*** Task inputs Section Begins ***

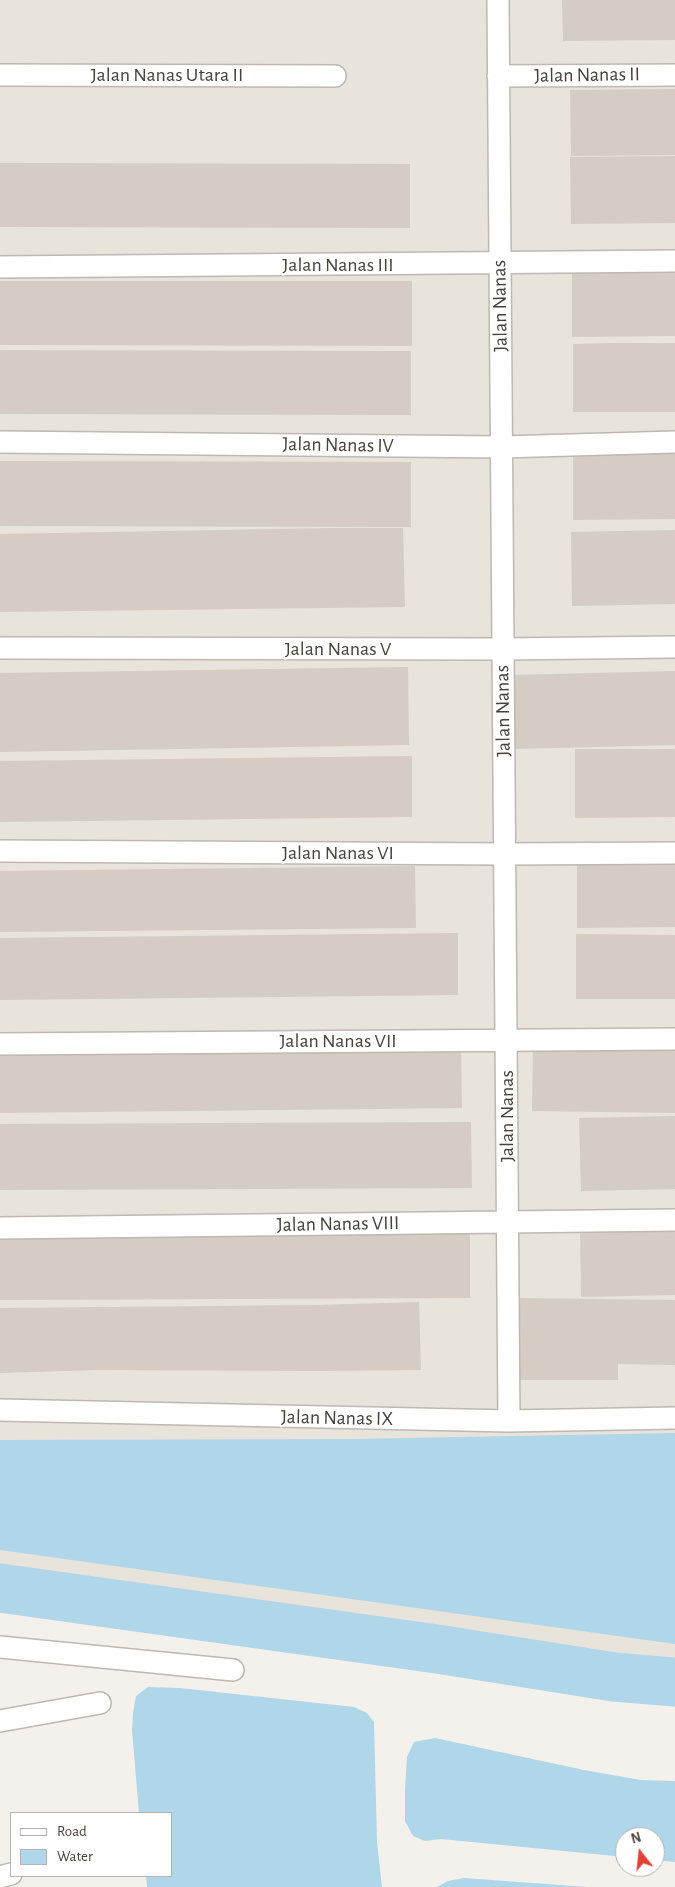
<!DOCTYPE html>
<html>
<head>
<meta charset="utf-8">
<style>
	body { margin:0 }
	#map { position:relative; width:675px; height:1887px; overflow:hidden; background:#f4f1ec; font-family:"Alegreya Sans",sans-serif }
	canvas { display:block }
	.legend { position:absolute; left:10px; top:1812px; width:162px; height:65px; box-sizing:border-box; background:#fff; border:1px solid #b6b3b0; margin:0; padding:6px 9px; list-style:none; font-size:15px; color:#48423a }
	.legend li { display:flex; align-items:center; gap:10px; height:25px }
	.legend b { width:25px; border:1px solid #b6b3b0 }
	.north { position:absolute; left:615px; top:1827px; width:50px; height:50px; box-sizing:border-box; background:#fff; border:1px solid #b6b3b0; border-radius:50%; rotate:344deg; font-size:14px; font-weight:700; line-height:20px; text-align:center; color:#48423a }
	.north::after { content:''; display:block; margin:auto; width:18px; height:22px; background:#e24236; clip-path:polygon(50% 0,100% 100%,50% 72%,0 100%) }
</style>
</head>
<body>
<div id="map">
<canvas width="675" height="1887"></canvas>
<ul class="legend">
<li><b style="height:6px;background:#fff"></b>Road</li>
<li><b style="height:14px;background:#b0d6e9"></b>Water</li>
</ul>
<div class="north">N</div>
</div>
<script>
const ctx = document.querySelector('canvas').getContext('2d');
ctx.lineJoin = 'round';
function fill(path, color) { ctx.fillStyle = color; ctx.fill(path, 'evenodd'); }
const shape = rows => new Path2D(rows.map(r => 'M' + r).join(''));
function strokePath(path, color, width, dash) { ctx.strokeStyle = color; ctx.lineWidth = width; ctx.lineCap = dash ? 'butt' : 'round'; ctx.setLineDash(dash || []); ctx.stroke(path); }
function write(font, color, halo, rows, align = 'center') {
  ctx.font = font + ' "Alegreya Sans",sans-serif'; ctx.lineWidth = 4.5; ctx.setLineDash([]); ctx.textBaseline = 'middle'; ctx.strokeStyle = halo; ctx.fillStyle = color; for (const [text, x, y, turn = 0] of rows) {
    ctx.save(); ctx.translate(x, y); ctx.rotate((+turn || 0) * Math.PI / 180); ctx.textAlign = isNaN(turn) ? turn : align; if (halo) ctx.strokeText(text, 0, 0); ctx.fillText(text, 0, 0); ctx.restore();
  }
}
fill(shape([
	[0,0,675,0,675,1682,614,1677,437,1649,0,1588]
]), '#e8e3db');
fill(shape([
	[675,1433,675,1644,0,1550,0,1440,354,1439],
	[148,1687,180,1688,354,1707,367,1713,374,1722,377,1842,382,1887,147,1887,146,1876,171,1876,171,1813,139,1813,132,1730,133,1713,136,1696],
	[435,1738,584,1770,641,1780,675,1781,675,1862,655,1860,655,1837,625,1837,625,1857,441,1839,425,1841,413,1836,405,1821,405,1789,407,1757,414,1742],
	[464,1878,587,1887,437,1887,448,1881]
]), '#b0d6e9');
strokePath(shape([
	[0,1588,437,1649,614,1677,675,1682]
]), '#b0d6e9', 49);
fill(shape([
	[562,0,675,0,675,40,563,41],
	[675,89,675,155,571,156,570,90],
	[675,156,675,223,571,224,570,157],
	[0,163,410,164,410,228,0,227],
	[675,270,675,336,572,337,572,271],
	[0,281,412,281,412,346,0,345],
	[614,343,675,343,675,412,573,412,573,344],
	[0,350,411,351,411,415,0,414],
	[675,450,675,519,573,520,573,451],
	[0,461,411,462,411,527,0,526],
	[329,528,403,528,405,607,0,612,0,534],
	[675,530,675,604,572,606,571,532],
	[408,667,409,745,0,752,0,673],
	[675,671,675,745,514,749,513,675],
	[575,749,675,749,675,817,575,818],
	[412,756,412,817,0,822,0,761],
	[675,858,675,927,577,928,577,859],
	[415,866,416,928,0,932,0,871],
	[458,933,458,995,0,1000,0,938],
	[576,934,675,935,675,999,576,999],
	[461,1046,462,1108,0,1113,0,1051],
	[533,1047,675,1048,675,1113,532,1111],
	[675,1116,675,1189,581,1191,579,1118],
	[471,1122,472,1188,0,1190,0,1124],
	[675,1222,675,1295,581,1297,580,1223],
	[470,1232,470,1298,0,1300,0,1234],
	[517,1298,675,1300,675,1365,618,1364,618,1380,518,1380],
	[419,1302,421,1370,318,1371,97,1370,0,1373,0,1308,317,1305]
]), '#d5ccc3');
const minor = shape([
	[498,0,509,1421],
	[0,75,335,76],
	[498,76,675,75],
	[0,267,675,261],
	[0,442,502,447,675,442],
	[0,648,503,649,675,647],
	[0,851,506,854,675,853],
	[0,1044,675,1039],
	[0,1228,675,1220],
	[0,1410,509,1421,675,1418],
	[0,1647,233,1670],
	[0,1721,100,1703],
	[0,1877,11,1874]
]);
strokePath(minor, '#bfb8b0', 24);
strokePath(minor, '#fff', 21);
write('20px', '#48423a', '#fff', [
	["Jalan Nanas Utara II",167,75],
	["Jalan Nanas II",587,75,-1],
	["Jalan Nanas III",338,265],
	["Jalan Nanas",500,306,-91],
	["Jalan Nanas IV",338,445,1],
	["Jalan Nanas V",338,649],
	["Jalan Nanas",503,711,-91],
	["Jalan Nanas VI",338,853],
	["Jalan Nanas VII",338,1041],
	["Jalan Nanas",507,1116,-90],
	["Jalan Nanas VIII",338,1224,-1],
	["Jalan Nanas IX",337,1418,1]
]);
</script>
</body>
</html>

*** Task inputs Section Ends ***

Starting with the first line of the data above, write out each line exactly up to and including the line that holds "const shape = rows". Pictures stay out.

:: Answer to this problem ::
<!DOCTYPE html>
<html>
<head>
<meta charset="utf-8">
<style>
	body { margin:0 }
	#map { position:relative; width:675px; height:1887px; overflow:hidden; background:#f4f1ec; font-family:"Alegreya Sans",sans-serif }
	canvas { display:block }
	.legend { position:absolute; left:10px; top:1812px; width:162px; height:65px; box-sizing:border-box; background:#fff; border:1px solid #b6b3b0; margin:0; padding:6px 9px; list-style:none; font-size:15px; color:#48423a }
	.legend li { display:flex; align-items:center; gap:10px; height:25px }
	.legend b { width:25px; border:1px solid #b6b3b0 }
	.north { position:absolute; left:615px; top:1827px; width:50px; height:50px; box-sizing:border-box; background:#fff; border:1px solid #b6b3b0; border-radius:50%; rotate:344deg; font-size:14px; font-weight:700; line-height:20px; text-align:center; color:#48423a }
	.north::after { content:''; display:block; margin:auto; width:18px; height:22px; background:#e24236; clip-path:polygon(50% 0,100% 100%,50% 72%,0 100%) }
</style>
</head>
<body>
<div id="map">
<canvas width="675" height="1887"></canvas>
<ul class="legend">
<li><b style="height:6px;background:#fff"></b>Road</li>
<li><b style="height:14px;background:#b0d6e9"></b>Water</li>
</ul>
<div class="north">N</div>
</div>
<script>
const ctx = document.querySelector('canvas').getContext('2d');
ctx.lineJoin = 'round';
function fill(path, color) { ctx.fillStyle = color; ctx.fill(path, 'evenodd'); }
const shape = rows => new Path2D(rows.map(r => 'M' + r).join(''));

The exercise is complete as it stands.